Pyparsing help

Sat Mar 22 19:59:47 EDT 2008

On Mar 22, 4:11 pm, rh0dium <steven.kl... at gmail.com> wrote:
> Hi all,
>
> I am struggling with parsing the following data:
>
<snip>
> As a side note:  Is this the right approach to using pyparsing.  Do we
> start from the inside and work our way out or should I have started
> with looking at the bigger picture ( keyword + "{" + OneOrMore key /
> vals + "}" + )  I started there but could figure out how to look
> multiline - I'm assuming I'd just join them all up?
>
> Thanks

I think your "inside-out" approach is just fine.  Start by composing
expressions for the different "pieces" of your input text, then
steadily build up more and more complex forms.

I think the main complication you have is that of using
commaSeparatedList for your list of real numbers.  commaSeparatedList
is a very generic helper expression.  From the online example (http://
pyparsing.wikispaces.com/space/showimage/commasep.py), here is a
sample of the data that commaSeparatedList will handle:

    "a,b,c,100.2,,3",
    "d, e, j k , m  ",
    "'Hello, World', f, g , , 5.1,x",
    "John Doe, 123 Main St., Cleveland, Ohio",
    "Jane Doe, 456 St. James St., Los Angeles , California ",

In other words, the content of the items between commas is pretty much
anything that is *not* a comma.  If you change your definition of
atflist to:

    atflist = Suppress("(") + commaSeparatedList # + Suppress(")")

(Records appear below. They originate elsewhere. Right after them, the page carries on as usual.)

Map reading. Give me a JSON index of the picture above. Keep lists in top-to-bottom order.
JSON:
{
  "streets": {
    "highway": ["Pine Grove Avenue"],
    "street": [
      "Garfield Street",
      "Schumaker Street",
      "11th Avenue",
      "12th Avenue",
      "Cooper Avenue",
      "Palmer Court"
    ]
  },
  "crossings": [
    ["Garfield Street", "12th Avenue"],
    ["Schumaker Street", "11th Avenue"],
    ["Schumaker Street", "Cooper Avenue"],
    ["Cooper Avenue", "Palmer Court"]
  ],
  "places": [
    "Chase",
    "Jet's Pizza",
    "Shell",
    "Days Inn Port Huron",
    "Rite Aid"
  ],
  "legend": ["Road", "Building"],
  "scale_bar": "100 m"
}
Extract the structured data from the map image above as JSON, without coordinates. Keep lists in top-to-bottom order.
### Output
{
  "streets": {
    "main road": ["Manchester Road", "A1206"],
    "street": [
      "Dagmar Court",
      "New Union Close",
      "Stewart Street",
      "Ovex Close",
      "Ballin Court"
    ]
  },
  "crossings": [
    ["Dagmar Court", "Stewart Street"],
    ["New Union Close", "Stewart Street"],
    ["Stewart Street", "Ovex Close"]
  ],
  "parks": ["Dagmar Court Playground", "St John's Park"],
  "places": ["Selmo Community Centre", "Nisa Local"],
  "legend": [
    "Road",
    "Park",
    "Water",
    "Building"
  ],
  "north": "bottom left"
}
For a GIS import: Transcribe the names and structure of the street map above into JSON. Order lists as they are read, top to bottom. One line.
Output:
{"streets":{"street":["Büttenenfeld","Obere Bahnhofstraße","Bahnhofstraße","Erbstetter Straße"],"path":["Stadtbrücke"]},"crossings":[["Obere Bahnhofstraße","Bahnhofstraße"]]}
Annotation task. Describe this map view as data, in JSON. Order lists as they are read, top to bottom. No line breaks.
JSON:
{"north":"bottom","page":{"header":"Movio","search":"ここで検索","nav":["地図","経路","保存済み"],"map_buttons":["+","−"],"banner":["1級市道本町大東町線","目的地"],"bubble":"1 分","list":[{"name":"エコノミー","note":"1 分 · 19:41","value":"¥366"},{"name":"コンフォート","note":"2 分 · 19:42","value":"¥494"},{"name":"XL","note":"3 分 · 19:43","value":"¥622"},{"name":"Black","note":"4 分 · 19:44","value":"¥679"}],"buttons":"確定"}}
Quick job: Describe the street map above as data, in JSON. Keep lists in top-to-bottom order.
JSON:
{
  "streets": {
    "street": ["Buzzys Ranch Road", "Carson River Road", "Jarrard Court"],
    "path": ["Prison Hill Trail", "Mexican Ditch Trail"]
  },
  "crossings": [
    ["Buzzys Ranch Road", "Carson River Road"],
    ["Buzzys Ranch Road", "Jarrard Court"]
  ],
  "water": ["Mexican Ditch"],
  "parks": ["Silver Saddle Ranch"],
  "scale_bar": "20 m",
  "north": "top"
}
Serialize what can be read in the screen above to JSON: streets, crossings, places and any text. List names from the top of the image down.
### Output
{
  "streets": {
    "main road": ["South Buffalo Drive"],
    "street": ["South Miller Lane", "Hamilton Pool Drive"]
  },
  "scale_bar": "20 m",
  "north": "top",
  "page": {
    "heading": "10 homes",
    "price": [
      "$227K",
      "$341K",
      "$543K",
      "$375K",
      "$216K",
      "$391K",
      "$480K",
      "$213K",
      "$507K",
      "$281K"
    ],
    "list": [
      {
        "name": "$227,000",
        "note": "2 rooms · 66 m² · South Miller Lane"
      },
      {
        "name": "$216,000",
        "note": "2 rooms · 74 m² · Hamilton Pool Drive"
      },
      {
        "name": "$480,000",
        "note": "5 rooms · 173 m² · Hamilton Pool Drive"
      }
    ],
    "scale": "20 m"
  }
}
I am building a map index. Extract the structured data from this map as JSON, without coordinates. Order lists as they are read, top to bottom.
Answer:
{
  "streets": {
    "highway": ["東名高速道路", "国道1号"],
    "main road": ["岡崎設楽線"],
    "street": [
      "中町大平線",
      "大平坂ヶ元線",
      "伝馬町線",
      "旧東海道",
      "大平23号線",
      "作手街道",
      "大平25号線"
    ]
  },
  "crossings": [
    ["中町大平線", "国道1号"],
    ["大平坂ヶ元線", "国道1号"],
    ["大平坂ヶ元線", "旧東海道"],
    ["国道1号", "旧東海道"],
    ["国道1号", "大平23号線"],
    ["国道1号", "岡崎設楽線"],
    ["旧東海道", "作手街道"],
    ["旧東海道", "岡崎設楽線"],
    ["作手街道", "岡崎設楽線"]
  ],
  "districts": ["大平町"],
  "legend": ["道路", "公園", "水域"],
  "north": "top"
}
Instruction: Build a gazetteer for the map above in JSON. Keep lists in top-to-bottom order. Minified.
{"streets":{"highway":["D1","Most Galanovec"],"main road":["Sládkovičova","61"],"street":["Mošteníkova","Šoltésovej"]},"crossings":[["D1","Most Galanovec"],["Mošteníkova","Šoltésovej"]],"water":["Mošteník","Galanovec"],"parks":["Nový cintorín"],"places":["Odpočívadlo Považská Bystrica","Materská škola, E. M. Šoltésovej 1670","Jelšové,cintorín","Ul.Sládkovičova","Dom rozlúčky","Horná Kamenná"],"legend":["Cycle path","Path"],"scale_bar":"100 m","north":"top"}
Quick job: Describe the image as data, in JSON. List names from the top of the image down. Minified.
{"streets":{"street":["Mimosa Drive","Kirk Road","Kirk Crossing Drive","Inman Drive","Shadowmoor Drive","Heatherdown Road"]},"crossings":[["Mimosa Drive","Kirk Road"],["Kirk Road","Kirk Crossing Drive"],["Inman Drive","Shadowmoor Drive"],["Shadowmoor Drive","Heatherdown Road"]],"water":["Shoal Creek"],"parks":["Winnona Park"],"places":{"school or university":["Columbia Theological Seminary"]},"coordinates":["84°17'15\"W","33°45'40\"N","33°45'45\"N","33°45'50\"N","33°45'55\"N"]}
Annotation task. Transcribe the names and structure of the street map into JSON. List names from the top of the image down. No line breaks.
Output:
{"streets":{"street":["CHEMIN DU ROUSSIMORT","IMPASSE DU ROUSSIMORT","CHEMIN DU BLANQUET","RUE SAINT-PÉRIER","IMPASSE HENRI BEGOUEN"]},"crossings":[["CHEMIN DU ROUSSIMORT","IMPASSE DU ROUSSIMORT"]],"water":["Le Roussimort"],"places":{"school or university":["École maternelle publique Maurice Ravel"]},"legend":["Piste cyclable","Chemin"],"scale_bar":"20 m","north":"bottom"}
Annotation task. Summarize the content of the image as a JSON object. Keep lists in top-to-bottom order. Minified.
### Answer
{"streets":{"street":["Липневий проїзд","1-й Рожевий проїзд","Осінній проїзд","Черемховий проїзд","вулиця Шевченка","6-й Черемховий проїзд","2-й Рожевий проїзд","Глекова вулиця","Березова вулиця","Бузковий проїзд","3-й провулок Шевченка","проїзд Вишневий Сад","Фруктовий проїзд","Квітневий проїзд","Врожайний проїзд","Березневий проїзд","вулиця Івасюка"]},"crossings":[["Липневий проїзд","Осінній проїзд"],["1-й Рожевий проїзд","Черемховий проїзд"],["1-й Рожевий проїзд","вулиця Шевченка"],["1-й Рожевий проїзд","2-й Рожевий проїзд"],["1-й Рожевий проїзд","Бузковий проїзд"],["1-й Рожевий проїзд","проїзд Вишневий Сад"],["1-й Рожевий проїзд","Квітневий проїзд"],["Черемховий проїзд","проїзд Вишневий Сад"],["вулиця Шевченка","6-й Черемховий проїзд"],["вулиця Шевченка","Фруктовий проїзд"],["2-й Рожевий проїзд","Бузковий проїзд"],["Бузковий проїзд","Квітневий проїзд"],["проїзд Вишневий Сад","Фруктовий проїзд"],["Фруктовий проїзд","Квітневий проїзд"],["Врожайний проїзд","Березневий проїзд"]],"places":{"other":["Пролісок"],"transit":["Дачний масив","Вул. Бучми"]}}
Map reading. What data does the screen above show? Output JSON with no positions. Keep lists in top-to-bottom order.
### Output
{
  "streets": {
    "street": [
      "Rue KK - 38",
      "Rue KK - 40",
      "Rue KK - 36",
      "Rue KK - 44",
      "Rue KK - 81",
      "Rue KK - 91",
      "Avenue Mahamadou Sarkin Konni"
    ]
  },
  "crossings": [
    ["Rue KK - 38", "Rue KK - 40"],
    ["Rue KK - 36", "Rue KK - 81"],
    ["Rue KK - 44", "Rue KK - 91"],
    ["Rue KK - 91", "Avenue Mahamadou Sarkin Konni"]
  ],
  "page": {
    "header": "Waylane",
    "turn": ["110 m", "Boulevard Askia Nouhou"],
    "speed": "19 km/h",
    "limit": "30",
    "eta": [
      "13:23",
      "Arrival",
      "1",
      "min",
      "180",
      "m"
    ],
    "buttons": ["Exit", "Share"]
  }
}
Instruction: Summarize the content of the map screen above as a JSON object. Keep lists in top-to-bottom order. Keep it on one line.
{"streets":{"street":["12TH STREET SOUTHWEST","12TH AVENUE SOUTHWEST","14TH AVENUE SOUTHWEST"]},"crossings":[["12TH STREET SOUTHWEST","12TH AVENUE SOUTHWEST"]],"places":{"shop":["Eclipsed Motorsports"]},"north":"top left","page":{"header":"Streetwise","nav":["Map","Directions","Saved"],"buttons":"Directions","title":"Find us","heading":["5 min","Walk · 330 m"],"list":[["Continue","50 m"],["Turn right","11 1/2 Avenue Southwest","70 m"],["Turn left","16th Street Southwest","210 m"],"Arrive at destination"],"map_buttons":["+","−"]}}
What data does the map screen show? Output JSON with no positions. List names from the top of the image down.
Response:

(that is, comment out the trailing right paren), you'll get this
successful parse result:

    ['0.21', '0.24', '0.6', '0.24', '0.24', '0.6)']

In your example, you are parsing a list of floating point numbers, in
a list delimited by commas, surrounded by parens.  This definition of
atflist should give you more control over the parsing process, and
give you real floats to boot:

    floatnum = Combine(Word(nums) + "." + Word(nums) +
        Optional('e'+oneOf("+ -")+Word(nums)))
    floatnum.setParseAction(lambda t:float(t[0]))
    atflist = Suppress("(") + delimitedList(floatnum) + Suppress(")")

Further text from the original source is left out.